Researchers confirm the need for cardiac follow-up in patients with Friedreich ataxia, with particular focus on left ventricular ejection fraction (LVEF) as a predictor of worse prognosis.
They describe the evolution of two cardiac groups; a large low-risk group (78.6%) with normal LVEF at baseline that declined slightly but remained in the normal range and a smaller high-risk group (21.4%) with a low LVEF that progressively declined during an average of 10.5 years of follow-up.
“This finding demonstrates the importance of cardiac follow-up in [Friedreich ataxia] and the necessity for patient stratification in therapeutic trials”, they write in JAMA Neurology.
The team, led by Alexandra Durr (Hôpital de la Salpêtrière, Paris, France), studied 133 patients with genetically confirmed Friedreich ataxia and referred for cardiac evaluation.
The 10-year survival rate was 88.5% and among the 15 patients who died, 12 (80%) died due to cardiac causes, including progressive heart failure, atrial fibrillation and cardioembolic stroke.
Multivariate analysis showed that the strongest predictor of death was a longer length of GAA repeats on the shorter allele of the frataxin gene, which in turn causes a greater loss of frataxin, with a hazard ratio (HR) of 1.85 per additional 100 repeats. The other two factors significantly associated with death were a higher LV mass index, indicative of hypertrophy, at an HR of 1.19 with every 10 g/m3 increase and a smaller LVEF, at an HR of 0.42 with every 10% decrease.
The researchers note that LVEF deteriorated slightly over time, with significant alterations occurring in those at high cardiac risk. Its evolution was dependent on the length of the shorter GAA repeat allele and was independent of cardiac hypertrophy.

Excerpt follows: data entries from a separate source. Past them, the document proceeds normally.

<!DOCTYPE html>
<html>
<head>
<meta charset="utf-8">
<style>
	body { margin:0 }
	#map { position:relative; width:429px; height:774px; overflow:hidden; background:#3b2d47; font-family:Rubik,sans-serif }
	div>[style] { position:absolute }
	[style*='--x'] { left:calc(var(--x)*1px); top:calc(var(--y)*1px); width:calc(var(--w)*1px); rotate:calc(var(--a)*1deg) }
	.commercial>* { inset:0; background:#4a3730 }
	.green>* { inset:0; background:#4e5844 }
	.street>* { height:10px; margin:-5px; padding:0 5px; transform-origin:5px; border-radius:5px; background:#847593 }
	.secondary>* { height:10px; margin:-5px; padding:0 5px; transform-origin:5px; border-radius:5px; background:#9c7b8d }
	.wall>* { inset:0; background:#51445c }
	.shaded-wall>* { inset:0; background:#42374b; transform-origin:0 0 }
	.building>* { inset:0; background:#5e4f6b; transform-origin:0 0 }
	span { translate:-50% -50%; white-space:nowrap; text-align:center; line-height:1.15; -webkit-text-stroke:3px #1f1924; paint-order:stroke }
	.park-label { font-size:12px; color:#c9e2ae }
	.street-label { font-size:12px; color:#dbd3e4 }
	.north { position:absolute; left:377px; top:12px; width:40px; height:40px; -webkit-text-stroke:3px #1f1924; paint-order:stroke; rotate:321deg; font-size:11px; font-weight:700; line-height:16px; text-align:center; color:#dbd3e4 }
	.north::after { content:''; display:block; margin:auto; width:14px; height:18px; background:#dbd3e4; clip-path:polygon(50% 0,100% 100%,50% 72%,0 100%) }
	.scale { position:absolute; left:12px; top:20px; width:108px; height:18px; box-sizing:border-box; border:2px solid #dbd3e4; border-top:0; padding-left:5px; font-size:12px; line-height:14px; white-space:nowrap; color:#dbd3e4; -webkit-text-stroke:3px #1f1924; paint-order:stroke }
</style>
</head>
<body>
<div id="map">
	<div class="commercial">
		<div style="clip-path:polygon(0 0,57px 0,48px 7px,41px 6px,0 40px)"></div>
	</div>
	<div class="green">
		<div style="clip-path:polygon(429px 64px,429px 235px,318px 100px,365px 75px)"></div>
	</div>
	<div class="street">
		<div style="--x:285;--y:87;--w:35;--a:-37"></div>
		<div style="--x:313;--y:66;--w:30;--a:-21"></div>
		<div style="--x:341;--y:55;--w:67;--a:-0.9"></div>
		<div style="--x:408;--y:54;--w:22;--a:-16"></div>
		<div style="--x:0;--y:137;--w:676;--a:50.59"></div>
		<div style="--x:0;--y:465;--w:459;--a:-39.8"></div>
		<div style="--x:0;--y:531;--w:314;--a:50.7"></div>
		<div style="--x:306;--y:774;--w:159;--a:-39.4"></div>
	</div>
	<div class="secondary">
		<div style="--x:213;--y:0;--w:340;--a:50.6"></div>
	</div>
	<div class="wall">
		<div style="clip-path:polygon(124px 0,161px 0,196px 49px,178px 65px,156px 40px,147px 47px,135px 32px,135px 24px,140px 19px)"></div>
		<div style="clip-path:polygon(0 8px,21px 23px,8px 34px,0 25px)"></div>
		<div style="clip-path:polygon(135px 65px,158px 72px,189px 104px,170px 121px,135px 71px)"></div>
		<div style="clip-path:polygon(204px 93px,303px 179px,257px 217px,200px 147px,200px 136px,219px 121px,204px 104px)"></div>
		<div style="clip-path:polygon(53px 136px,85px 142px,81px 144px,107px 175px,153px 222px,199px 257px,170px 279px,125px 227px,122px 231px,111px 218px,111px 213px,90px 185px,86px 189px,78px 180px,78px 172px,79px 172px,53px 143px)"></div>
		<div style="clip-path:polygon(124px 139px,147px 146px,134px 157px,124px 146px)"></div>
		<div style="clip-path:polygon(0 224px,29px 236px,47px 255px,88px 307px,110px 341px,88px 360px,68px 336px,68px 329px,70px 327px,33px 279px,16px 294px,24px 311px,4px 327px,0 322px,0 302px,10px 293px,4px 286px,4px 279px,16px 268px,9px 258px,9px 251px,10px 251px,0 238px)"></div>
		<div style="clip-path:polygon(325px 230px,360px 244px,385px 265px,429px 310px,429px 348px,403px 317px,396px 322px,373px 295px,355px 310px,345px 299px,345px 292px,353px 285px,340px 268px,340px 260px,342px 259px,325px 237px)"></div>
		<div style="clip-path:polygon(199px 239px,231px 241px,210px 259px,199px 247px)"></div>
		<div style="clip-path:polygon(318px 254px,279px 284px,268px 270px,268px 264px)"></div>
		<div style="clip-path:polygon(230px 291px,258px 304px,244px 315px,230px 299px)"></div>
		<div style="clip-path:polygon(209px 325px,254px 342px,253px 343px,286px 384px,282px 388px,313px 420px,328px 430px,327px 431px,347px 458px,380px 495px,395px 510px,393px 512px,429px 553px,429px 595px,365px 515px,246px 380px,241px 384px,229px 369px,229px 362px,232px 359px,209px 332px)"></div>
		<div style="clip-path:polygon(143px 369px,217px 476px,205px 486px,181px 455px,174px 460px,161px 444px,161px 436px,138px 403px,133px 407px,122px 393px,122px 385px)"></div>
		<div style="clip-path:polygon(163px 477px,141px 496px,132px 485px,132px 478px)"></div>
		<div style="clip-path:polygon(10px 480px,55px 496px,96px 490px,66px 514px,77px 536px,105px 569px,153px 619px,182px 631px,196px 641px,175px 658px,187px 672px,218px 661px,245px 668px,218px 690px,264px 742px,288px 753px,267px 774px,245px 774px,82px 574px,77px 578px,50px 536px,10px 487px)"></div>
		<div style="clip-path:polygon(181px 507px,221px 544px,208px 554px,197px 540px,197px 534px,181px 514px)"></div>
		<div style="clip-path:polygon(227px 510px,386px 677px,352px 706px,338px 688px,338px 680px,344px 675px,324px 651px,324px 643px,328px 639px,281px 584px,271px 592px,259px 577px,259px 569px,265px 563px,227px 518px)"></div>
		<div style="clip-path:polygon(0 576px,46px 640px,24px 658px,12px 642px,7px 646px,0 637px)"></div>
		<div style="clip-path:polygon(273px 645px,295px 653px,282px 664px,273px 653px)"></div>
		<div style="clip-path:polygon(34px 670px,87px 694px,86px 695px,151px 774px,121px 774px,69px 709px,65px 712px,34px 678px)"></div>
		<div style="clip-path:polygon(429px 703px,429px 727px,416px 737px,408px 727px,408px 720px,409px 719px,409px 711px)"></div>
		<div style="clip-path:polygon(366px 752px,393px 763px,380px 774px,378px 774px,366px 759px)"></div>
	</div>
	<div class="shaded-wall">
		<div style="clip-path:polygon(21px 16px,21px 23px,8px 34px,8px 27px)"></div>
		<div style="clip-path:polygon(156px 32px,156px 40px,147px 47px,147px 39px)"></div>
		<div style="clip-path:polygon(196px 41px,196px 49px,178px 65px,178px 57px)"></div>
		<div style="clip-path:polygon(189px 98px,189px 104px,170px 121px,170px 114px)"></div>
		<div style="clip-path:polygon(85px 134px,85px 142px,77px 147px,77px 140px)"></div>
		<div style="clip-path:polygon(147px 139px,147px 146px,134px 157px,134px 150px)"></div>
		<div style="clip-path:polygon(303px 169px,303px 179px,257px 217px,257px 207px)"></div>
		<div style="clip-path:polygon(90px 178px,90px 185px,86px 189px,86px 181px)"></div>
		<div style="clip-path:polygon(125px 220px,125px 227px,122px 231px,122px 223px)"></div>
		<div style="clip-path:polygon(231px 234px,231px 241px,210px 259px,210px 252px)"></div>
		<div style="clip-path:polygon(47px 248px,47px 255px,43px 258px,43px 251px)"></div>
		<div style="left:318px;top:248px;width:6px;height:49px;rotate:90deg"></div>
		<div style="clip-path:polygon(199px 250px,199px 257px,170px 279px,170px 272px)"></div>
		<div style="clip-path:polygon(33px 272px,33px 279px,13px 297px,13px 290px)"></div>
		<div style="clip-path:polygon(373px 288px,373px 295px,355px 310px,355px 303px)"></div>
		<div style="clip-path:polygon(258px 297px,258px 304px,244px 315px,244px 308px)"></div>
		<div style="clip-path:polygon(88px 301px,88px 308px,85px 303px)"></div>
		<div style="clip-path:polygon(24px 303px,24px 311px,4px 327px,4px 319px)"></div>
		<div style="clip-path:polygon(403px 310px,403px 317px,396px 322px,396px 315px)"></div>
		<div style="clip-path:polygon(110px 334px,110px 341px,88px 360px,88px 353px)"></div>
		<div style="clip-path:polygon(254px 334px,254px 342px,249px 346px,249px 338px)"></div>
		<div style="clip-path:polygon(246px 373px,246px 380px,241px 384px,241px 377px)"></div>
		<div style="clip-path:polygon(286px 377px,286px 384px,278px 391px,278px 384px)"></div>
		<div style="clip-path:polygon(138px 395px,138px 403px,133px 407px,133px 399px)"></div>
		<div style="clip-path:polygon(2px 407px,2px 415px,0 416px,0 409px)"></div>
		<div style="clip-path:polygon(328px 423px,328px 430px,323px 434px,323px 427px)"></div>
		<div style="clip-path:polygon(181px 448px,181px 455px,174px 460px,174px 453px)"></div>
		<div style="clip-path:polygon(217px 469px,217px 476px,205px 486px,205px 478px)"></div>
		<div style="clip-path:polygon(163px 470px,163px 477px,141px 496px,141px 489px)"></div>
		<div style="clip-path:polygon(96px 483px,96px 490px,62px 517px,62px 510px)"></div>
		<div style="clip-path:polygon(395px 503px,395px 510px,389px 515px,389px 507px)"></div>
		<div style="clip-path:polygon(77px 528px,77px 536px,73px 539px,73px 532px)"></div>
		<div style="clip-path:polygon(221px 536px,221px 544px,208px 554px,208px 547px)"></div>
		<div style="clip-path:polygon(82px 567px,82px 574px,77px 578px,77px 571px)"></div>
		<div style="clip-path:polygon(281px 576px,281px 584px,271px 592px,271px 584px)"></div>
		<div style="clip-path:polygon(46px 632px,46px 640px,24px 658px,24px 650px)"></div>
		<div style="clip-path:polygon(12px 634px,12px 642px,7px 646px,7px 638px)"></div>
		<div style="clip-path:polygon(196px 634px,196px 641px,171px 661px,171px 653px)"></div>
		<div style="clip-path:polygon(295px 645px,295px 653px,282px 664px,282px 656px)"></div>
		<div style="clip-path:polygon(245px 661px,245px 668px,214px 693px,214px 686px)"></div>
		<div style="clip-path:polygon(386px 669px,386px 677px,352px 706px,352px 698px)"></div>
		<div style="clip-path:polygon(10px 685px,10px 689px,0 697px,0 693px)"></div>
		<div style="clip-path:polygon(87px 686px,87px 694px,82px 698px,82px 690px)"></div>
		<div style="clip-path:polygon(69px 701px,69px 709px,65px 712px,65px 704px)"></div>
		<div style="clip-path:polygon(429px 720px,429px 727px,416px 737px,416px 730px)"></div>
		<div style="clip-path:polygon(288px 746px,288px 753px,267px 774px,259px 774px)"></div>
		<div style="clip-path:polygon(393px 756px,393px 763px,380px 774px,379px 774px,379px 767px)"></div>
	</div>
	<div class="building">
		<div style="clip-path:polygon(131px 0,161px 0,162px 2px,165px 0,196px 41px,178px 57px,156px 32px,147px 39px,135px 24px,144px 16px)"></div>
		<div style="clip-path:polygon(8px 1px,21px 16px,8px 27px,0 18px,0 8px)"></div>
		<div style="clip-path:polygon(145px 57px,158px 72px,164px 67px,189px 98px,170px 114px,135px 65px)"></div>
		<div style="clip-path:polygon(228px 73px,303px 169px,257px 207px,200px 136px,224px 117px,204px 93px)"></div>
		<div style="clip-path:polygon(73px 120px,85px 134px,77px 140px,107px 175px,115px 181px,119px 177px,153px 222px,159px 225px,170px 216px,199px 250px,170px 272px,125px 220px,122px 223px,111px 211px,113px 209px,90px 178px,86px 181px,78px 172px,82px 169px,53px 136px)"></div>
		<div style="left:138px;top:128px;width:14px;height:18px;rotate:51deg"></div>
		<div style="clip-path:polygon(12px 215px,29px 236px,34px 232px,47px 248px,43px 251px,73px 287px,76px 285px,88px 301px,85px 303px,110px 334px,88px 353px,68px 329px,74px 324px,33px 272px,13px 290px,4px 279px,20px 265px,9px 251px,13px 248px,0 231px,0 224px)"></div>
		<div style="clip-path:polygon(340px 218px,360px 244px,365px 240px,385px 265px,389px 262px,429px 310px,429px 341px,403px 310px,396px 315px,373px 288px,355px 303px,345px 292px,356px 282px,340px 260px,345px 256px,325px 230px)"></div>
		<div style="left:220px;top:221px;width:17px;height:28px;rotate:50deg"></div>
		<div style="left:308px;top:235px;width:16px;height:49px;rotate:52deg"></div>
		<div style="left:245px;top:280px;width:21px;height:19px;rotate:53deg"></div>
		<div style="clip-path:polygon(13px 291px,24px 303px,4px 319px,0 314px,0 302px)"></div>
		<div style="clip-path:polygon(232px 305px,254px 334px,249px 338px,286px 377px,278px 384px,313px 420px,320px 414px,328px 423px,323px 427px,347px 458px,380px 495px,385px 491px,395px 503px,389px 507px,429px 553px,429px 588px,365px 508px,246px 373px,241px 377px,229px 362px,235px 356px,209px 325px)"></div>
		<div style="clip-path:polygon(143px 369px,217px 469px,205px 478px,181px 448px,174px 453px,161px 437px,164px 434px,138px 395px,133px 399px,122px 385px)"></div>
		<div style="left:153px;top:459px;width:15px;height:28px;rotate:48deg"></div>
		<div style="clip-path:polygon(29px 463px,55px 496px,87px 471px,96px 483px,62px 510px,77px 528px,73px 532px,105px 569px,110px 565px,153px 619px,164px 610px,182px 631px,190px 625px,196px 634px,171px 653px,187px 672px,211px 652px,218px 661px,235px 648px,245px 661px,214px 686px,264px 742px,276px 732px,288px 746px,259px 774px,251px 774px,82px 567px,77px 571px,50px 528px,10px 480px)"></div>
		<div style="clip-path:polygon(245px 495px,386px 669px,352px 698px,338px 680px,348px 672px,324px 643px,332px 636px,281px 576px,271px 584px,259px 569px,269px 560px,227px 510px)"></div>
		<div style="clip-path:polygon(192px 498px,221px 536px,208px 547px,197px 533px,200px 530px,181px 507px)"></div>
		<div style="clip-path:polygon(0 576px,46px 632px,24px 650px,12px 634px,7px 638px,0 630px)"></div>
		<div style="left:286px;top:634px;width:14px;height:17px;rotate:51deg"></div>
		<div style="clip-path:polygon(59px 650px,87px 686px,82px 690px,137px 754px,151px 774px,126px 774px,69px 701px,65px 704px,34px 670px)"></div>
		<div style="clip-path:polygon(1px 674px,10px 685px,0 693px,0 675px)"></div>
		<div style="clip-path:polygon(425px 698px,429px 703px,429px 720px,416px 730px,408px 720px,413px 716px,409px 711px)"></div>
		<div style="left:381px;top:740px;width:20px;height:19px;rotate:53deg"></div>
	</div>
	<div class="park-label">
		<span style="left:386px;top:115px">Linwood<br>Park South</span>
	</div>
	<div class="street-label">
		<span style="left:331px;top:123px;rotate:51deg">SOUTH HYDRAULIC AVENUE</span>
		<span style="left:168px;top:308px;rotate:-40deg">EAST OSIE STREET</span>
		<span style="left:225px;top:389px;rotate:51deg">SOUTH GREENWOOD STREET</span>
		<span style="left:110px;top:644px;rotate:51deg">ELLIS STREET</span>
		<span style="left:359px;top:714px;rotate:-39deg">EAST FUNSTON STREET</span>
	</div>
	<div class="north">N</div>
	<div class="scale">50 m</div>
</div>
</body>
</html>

“As recommended, cardiac follow-up in [Friedreich ataxia] is necessary to identify early systolic LV dysfunction because clinical signs of cardiac dysfunction develop only later in the course of the disease”, the team comments.
They note that new echocardiography techniques, such as speckle tracking imaging, which can detect cardiac contractility before a decrease in LVEF, may be useful in monitoring patients with Friedreich ataxia.
The researchers also recommend the use of beta blockers, angiotensin-converting enzyme inhibitors or mineralocorticoid receptor antagonists in patients with LVEF below 50% to modify further expected cardiac complications.
Durr et al assessed the role of neurological impairment as well, using the Scale for the Assessment and Rating of Ataxia and the International Cooperative Ataxia Rating Scale, but found no association with cardiac change over time. Also, initiation of wheelchair use as an indicator of severity did not differ between the high and low cardiac risk groups.